Much more needed to set equation right
Kathmandu, March 8
Nepal has made some major achievements in attaining gender equality, but women rights activists say the government still needs to do a lot more to end the remnants of patriarchy.
President of Forum for Women, Law and Development Meera Dhungana said the government needed to amend the constitution to ensure equal nationality rights for women in matters of citizenship. “At present, children of a Nepali man married to a foreign woman are entitled to citizenship by descent, but children of Nepali woman married to a foreigner cannot get citizenship by descent,” she argued. She added that women continued to face discrimination in matters of gratuity, leave of absence and share of property.

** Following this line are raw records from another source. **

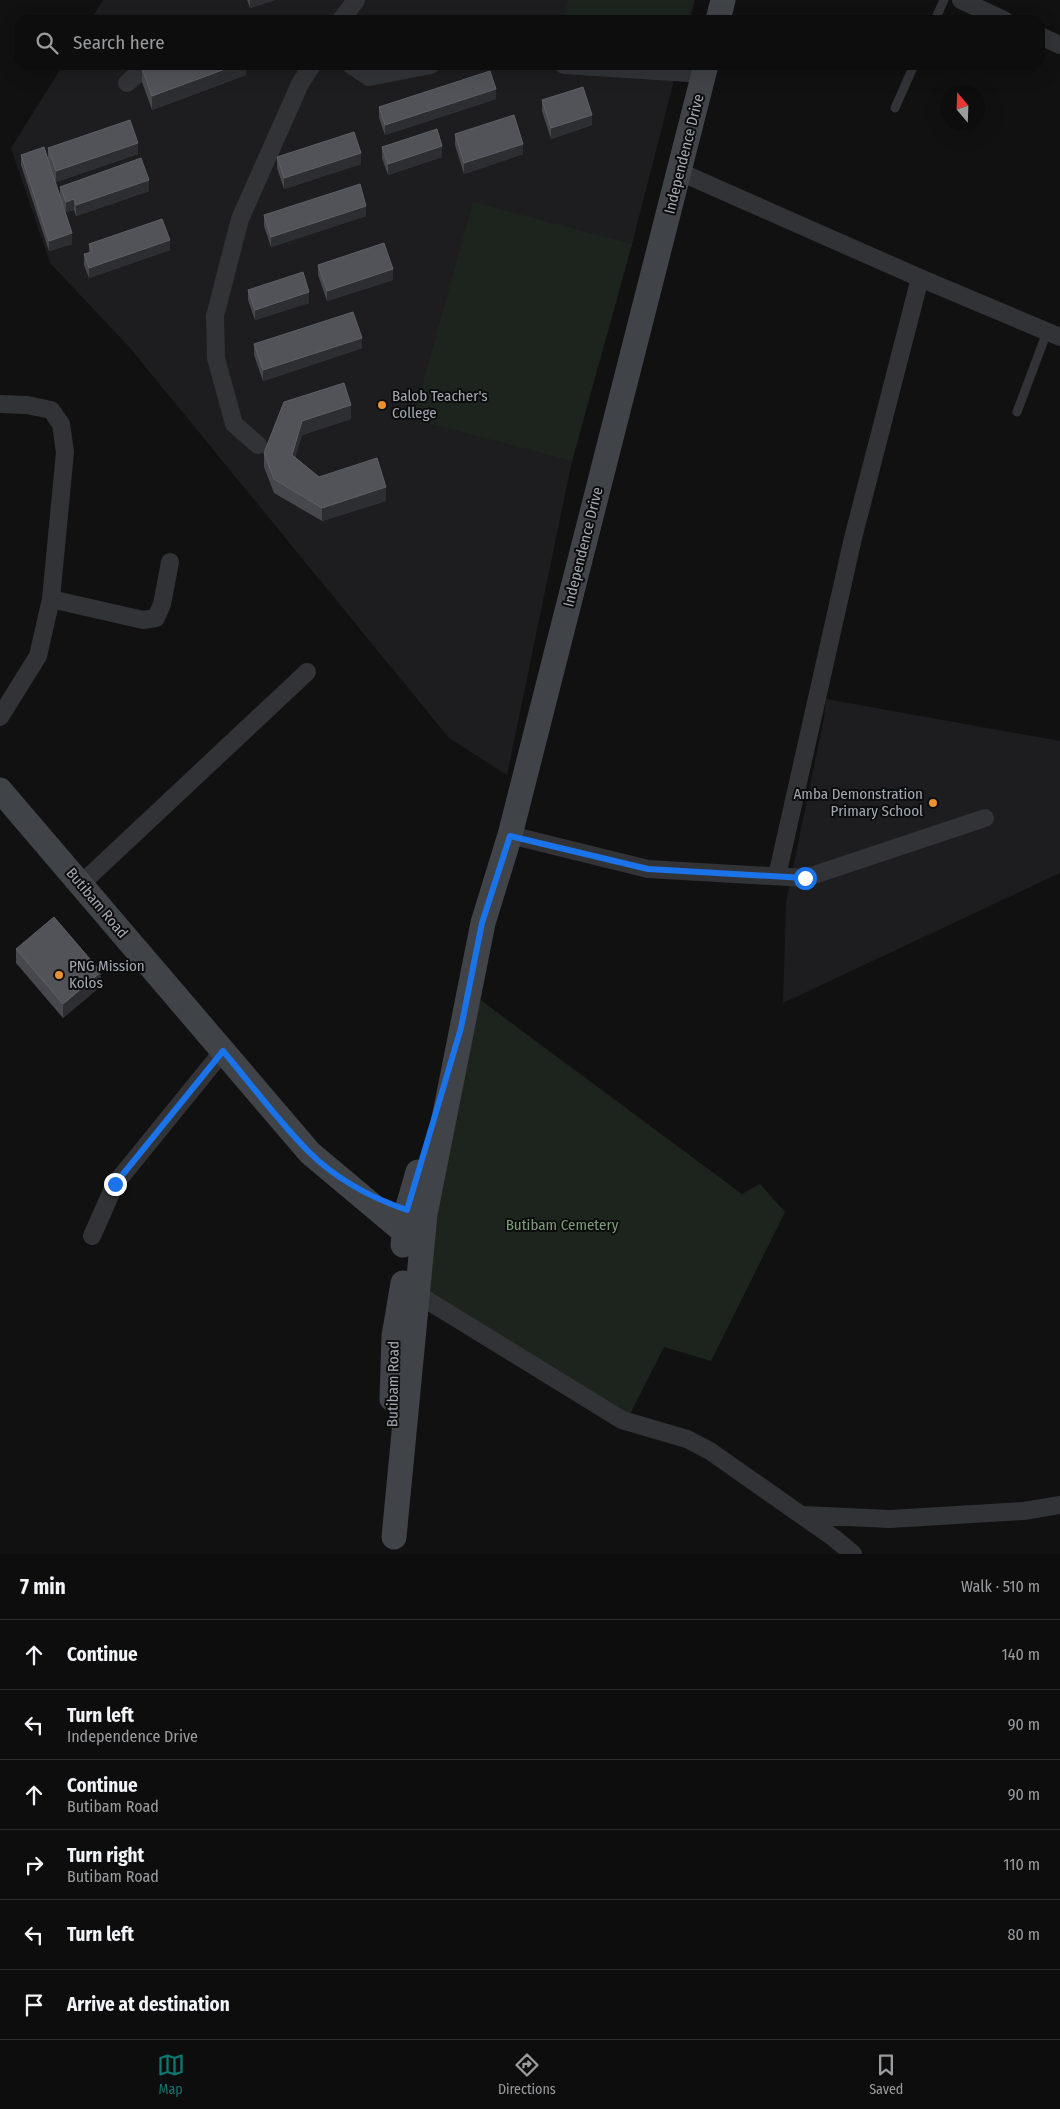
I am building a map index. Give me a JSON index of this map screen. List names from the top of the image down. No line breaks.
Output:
{"streets":{"main road":["Independence Drive","Butibam Road"]},"crossings":[["Independence Drive","Butibam Road"]],"parks":["Butibam Cemetery"],"places":["Balob Teacher's College","Amba Demonstration Primary School","PNG Mission Kolos"],"north":"top","page":{"search":"Search here","heading":["7 min","Walk · 510 m"],"list":[["Continue","140 m"],["Turn left","Independence Drive","90 m"],["Continue","Butibam Road","90 m"],["Turn right","Butibam Road","110 m"],["Turn left","80 m"],"Arrive at destination"],"nav":["Map","Directions","Saved"]}}
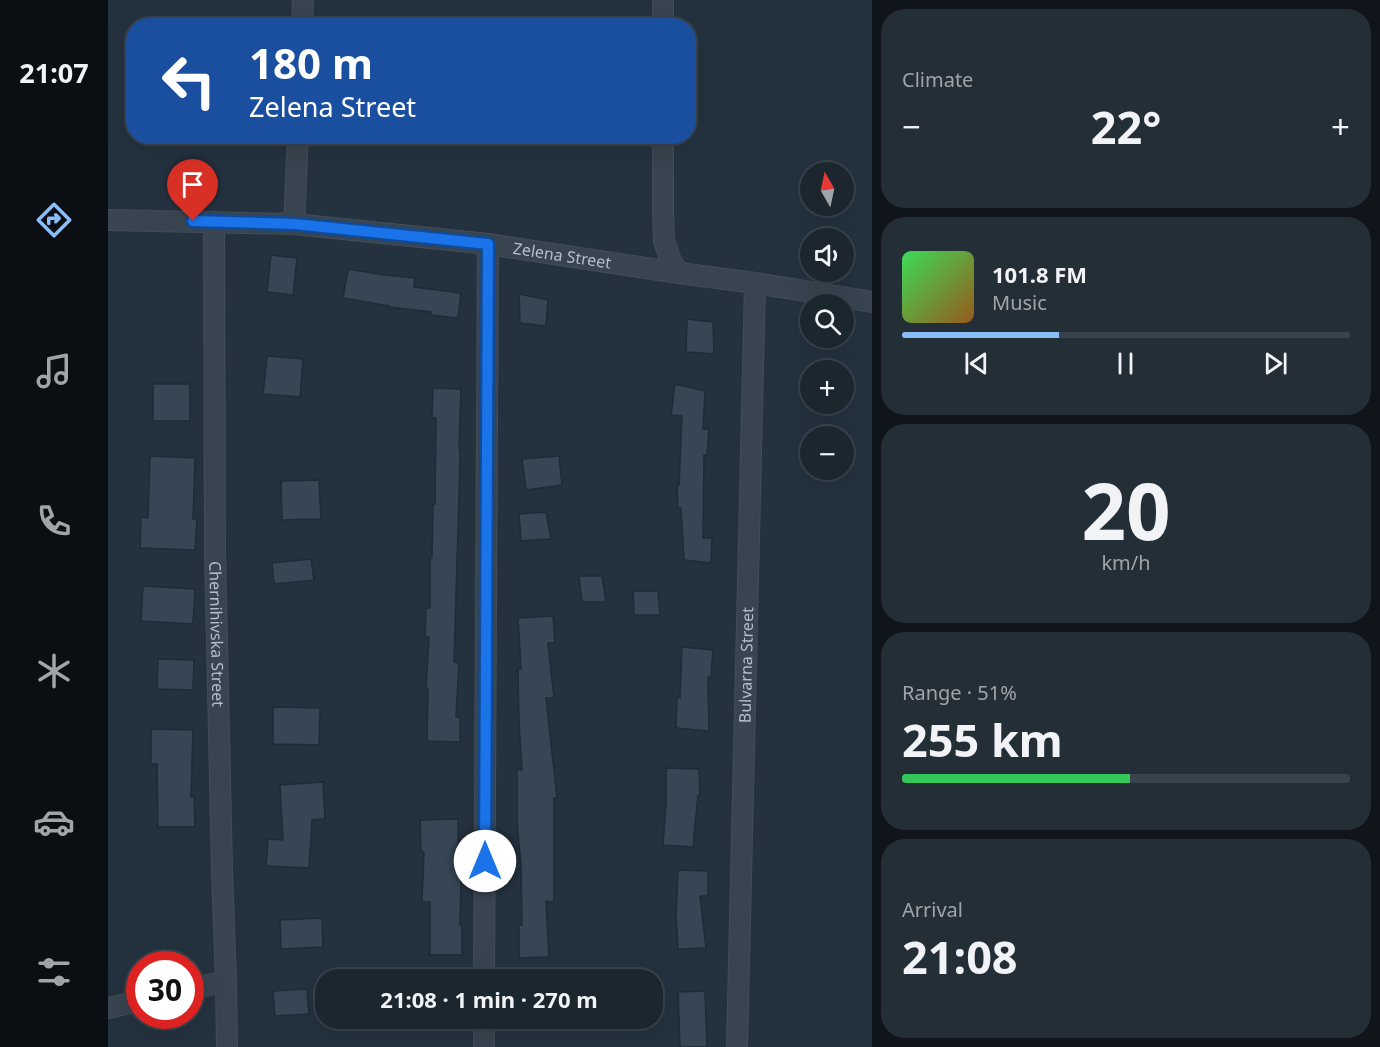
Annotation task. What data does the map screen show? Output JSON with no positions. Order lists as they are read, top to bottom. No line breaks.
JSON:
{"streets":{"street":["Zelena Street","Chernihivska Street","Bulvarna Street"]},"crossings":[["Zelena Street","Chernihivska Street"],["Zelena Street","Bulvarna Street"]],"north":"top","page":{"tabs":"21:07","tile":["Climate",["20","km/h"],["Range · 51%","255 km"],["Arrival","21:08"]],"turn":["180 m","Zelena Street"],"heat":["−","22°","+"],"map_buttons":["+","−"],"song":["101.8 FM","Music"],"limit":"30","trip":"21:08 · 1 min · 270 m"}}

“If a male employee’s father or mother passes away, he gets full bereavement leave but the same is not the case with women,” Dhungana said.

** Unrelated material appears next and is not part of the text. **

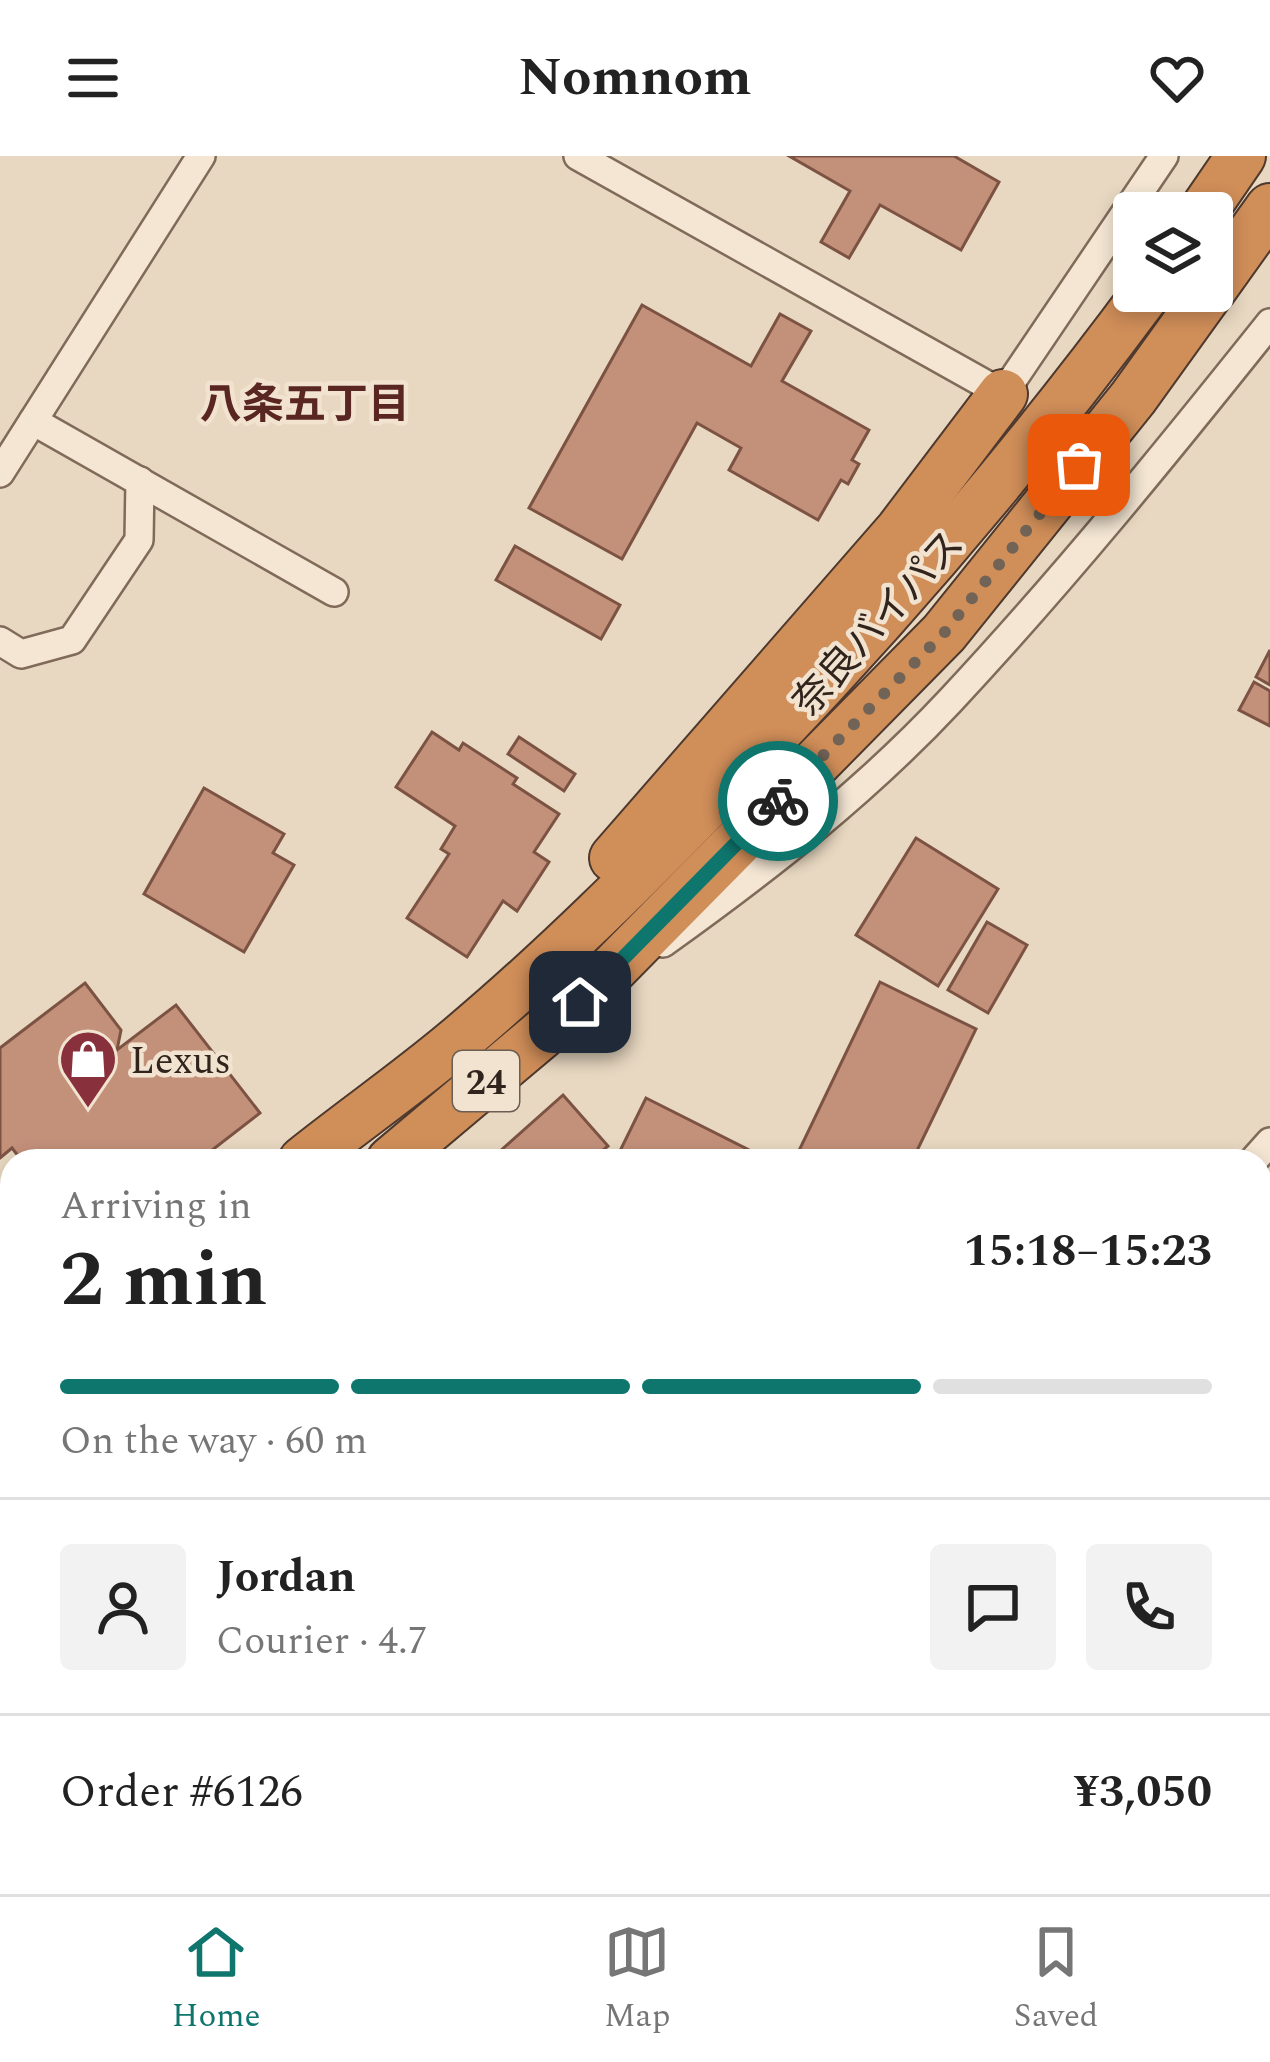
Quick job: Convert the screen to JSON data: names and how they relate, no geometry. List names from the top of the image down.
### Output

Widows, Dhungana added, are required to return their share of property if they remarry. She said many laws, including the constitution contained masculine phrases such as president, vice president, chairman, which needed to be changed to incorporate gender-neutral words.
Women’s rights activist Sharu Joshi Shrestha said although many new laws were enacted to ensure gender equality, the situation of women had not improved much. “In recent years, women have got formal equality but that has not been reflected in results,” she said and added that there were only three women among 25 members in the Cabinet.
“Even today only 26 per cent women own housing and land and it is not clear how many of them can take autonomous and independent decisions on those properties,” she added. Shrestha said women were still not able to pay for their treatment, travel and welfare funds.
Gender equality expert Bhaarati Silwal Giri said while the country made progress on the legal front in ensuring equality, it did not achieve significant progress in social and cultural transformation to ensure equality in practice.
“Our religious books, including Garuda Purana, undermine the dignity of women. Women are considered impure during menstruation,” she said and added that stereotypes and deep-rooted discriminatory practices could be dismantled through a sustained movement. She said a comprehensive approach had to be adopted to end all kinds of discrimination against women and for that policymakers needed to have different strategies to address the problems of more vulnerable women, particularly Dalit women.